[llvm-dev] [LLVMdev] Path forward on profile guided inlining?

Thu Dec 10 17:12:50 PST 2015

On 12/10/2015 05:03 PM, Xinliang David Li wrote:
> On Thu, Dec 10, 2015 at 4:51 PM, Philip Reames
> <listmail at philipreames.com> wrote:
>>
>> On 12/10/2015 04:29 PM, Xinliang David Li wrote:
>>> On Thu, Dec 10, 2015 at 4:00 PM, Philip Reames
>>> <listmail at philipreames.com> wrote:
>>>> Given I didn't get any response to my original query, I chose not to
>>>> invest
>>>> time in this at the time.  I am unlikely to get time for this in the near
>>>> future.
>>>>
>>>> On 12/07/2015 03:13 PM, Easwaran Raman wrote:
>>>>
>>>> (Resending after  removing llvmdev at cs.uiuc.edu and using
>>>> llvm-dev at lists.llvm.org)
>>>>
>>>> On Mon, Dec 7, 2015 at 3:08 PM, Easwaran Raman <eraman at google.com> wrote:
>>>>> Hi Philip,
>>>>>
>>>>>    Is there any update on this? I've been sending patches to get rid of
>>>>> the
>>>>> callee hotness based inline hints from the frontend and move the logic
>>>>> to
>>>>> the inliner.
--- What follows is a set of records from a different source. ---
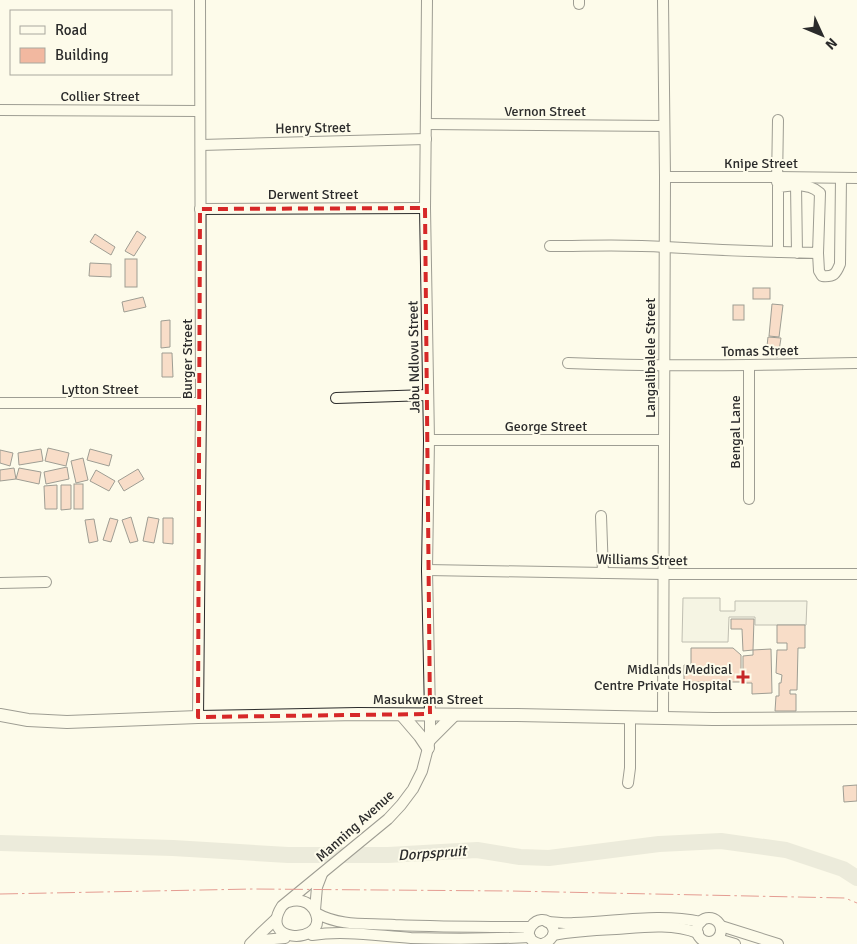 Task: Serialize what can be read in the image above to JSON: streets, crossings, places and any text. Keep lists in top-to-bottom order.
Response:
{
  "streets": {
    "main road": ["Masukwana Street"],
    "street": [
      "Collier Street",
      "Vernon Street",
      "Henry Street",
      "Knipe Street",
      "Derwent Street",
      "Tomas Street",
      "Jabu Ndlovu Street",
      "Langalibalele Street",
      "Burger Street",
      "Lytton Street",
      "George Street",
      "Bengal Lane",
      "Williams Street",
      "Manning Avenue"
    ]
  },
  "crossings": [
    ["Collier Street", "Burger Street"],
    ["Vernon Street", "Jabu Ndlovu Street"],
    ["Vernon Street", "Langalibalele Street"],
    ["Henry Street", "Jabu Ndlovu Street"],
    ["Henry Street", "Burger Street"],
    ["Knipe Street", "Langalibalele Street"],
    ["Derwent Street", "Jabu Ndlovu Street"],
    ["Derwent Street", "Burger Street"],
    ["Tomas Street", "Langalibalele Street"],
    ["Tomas Street", "Bengal Lane"],
    ["Jabu Ndlovu Street", "George Street"],
    ["Jabu Ndlovu Street", "Williams Street"],
    ["Jabu Ndlovu Street", "Masukwana Street"],
    ["Jabu Ndlovu Street", "Manning Avenue"],
    ["Langalibalele Street", "George Street"],
    ["Langalibalele Street", "Williams Street"],
    ["Langalibalele Street", "Masukwana Street"],
    ["Burger Street", "Lytton Street"],
    ["Burger Street", "Masukwana Street"],
    ["Masukwana Street", "Manning Avenue"]
  ],
  "water": ["Dorpspruit"],
  "places": {
    "health": ["Midlands Medical Centre Private Hospital"]
  },
  "legend": ["Road", "Building"],
  "north": "bottom right"
} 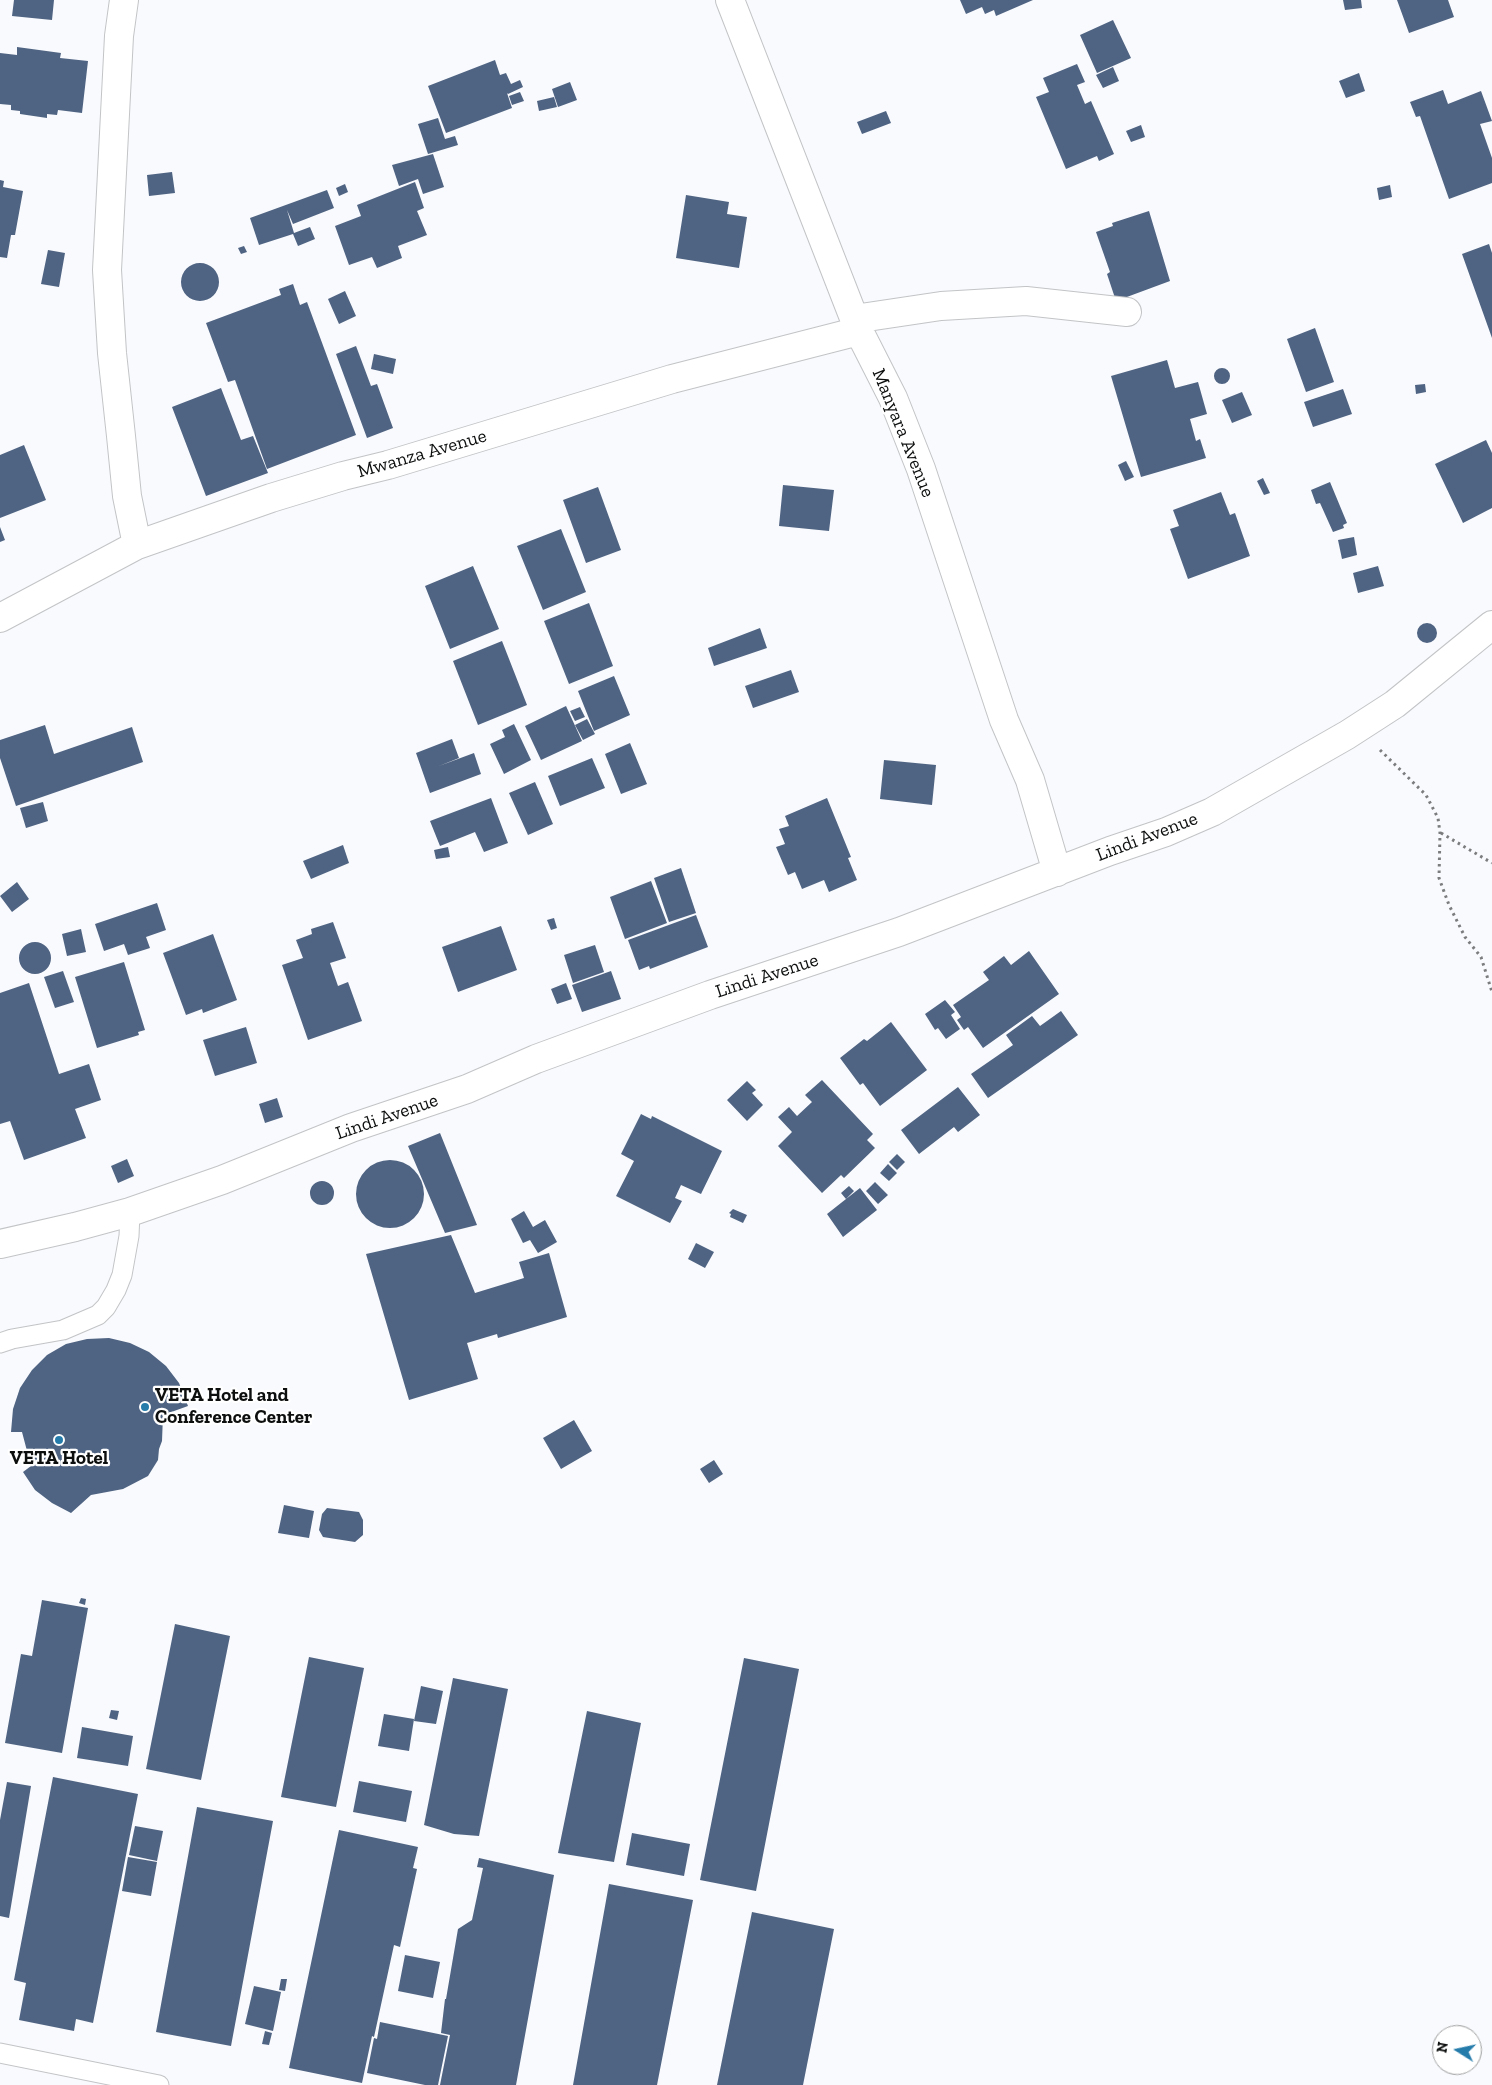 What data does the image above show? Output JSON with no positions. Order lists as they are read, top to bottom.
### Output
{
  "streets": {
    "street": ["Manyara Avenue", "Mwanza Avenue", "Lindi Avenue"]
  },
  "crossings": [
    ["Manyara Avenue", "Mwanza Avenue"],
    ["Manyara Avenue", "Lindi Avenue"]
  ],
  "places": ["VETA Hotel and Conference Center", "VETA Hotel"],
  "north": "left"
} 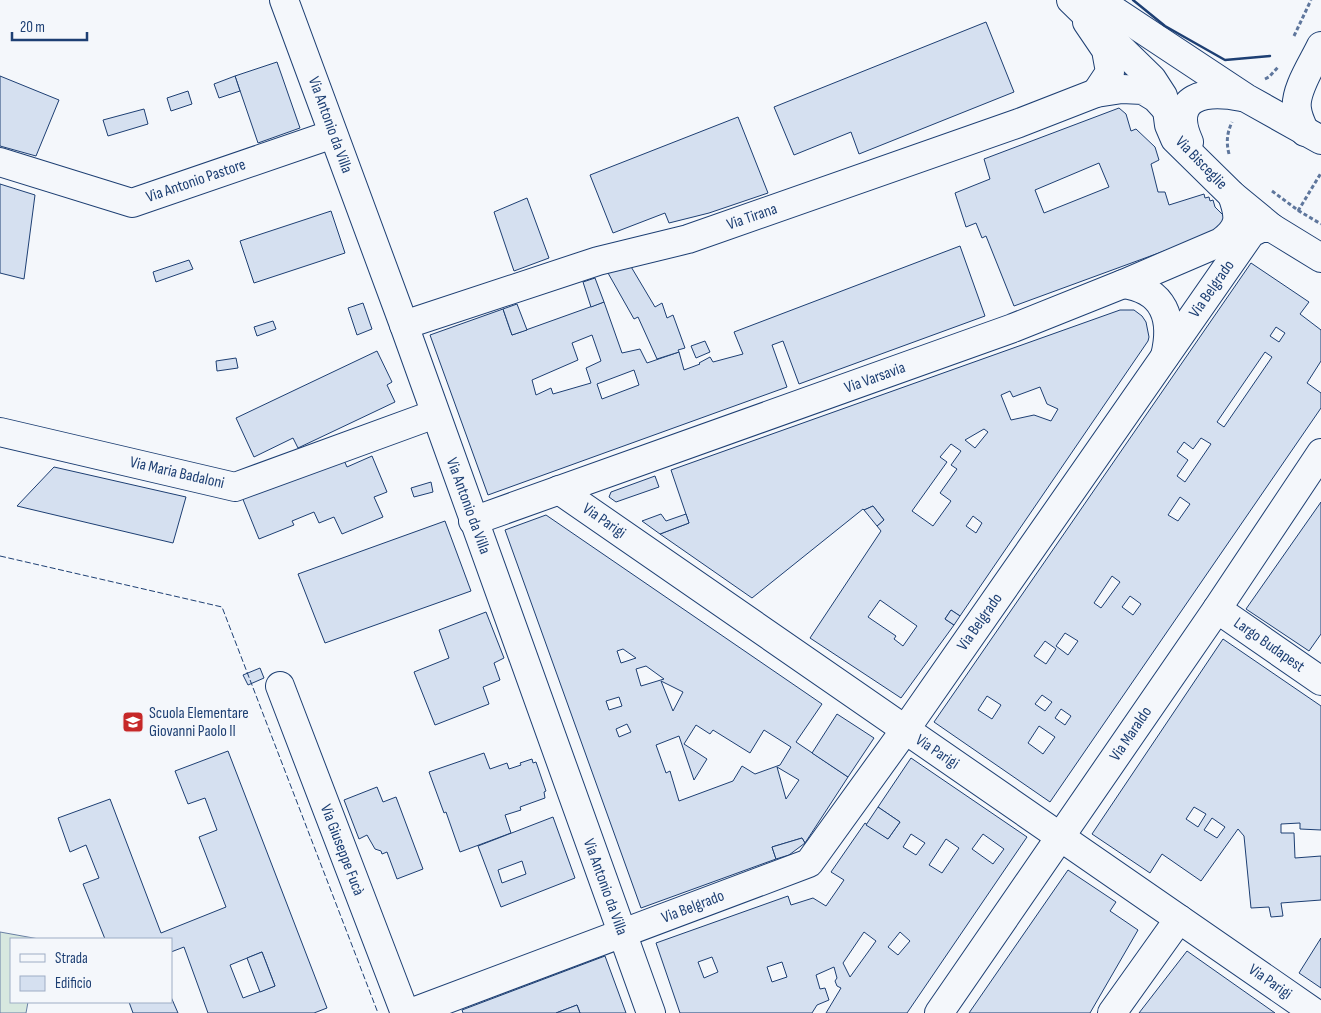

The next step is to use the callsite hotness instead. I
>>>>> also
>>>>> want to focus on the infrastructure to enable this and what I've been
>>>>> experimenting with is similar to your two alternative approaches:
>>>>>
>>>>>> Alternate Approaches:
>>>>>> 1) We could just recompute BFI explicitly in the inliner right before
>>>>>> passing the result to ICA for the purposes of prototyping. If this was
>>>>>> off
>>>>>> by default, this might be a reasonable scheme for investigation.  This
>>>>>> could
>>>>>> likely never be enabled for real uses.
>>>>>> 2) We could pre-compute BFI once per function within a given SCC and
>>>>>> then
>>>>>> try to keep it up to date during inlining.  If we cached the call
>>>>>> frequencies for the initial call sites, we could adjust the visit order
>>>>>> to
>>>>>> minimize the number of times we need to recompute a given functions
>>>>>> block
>>>>>> frequencies.  (e.g. we can look at all the original call sites within a
>>>>>> function before looking at newly inlined ones)
>>>>>>
>>>>> My proposal is very similar (perhaps identical) to your option 2 above.
>>>>> I
>>>>> don't understand the part where you talk about adjusting the visit order
>>>>> to
>>>>> minimize BFI computation.
>>>>>
>>>>> BFI computation:  BFI for a function is computed on demand and cached.
>>>> The problem here is that the old pass manager does not have a place/way
>>>> to
>>>> cache the function level analysis.  You could do this within the inliner
>>>> itself, but the function passes run by the SCC pass manager will
>>>> invalidate
>>>> everything.  That's the problem I was trying to solve.
>>> Easwaran's proposal does not rely on the analysis pass framework of
>>> the legacy pass manager -- that is the key idea. BFI info is designed
>>> in a way such that it can be computed on-demand.
>>>
>>> BFI for the caller will be incrementally updated during inlining, but
>>> after inlining is done for a node, the BFI info will be explicitly
>>> invalidated for that node due to the function passes run later by SCC
>>> pass manager.  This is expected.
>> Just to make sure, you're aware this will cost at least one re-computation
>> per iteration in CGPassManager::runOnModule right? If that's expected and
>> acceptable, then yes, the approach you seem to be describing should be
>> workable.
>>
> For each leaf node, the number of BFI computation is <= 1. For other
> nodes, it is <=2 (one as caller, one as callee) -- in other words, it
> is linear to the number of functions.
This is not true.

In CGPassManager::runOnModule, we will iterate on the *same* SCC 
multiple times if we're making progress (i.e. devirtualizing call sites) 
on each iteration.  The BFI will be invalidated on each iteration.  This 
is caped at 4 iterations, so it's still semi linear, but only because 
there's a cap.

Examples where this might kick in:
void bar() {};
func_ptr foo() { return &bar; }
void caller() {
   func_ptr f = foo();
   f();
}

We will visit caller twice so that we can inline both foo and bar.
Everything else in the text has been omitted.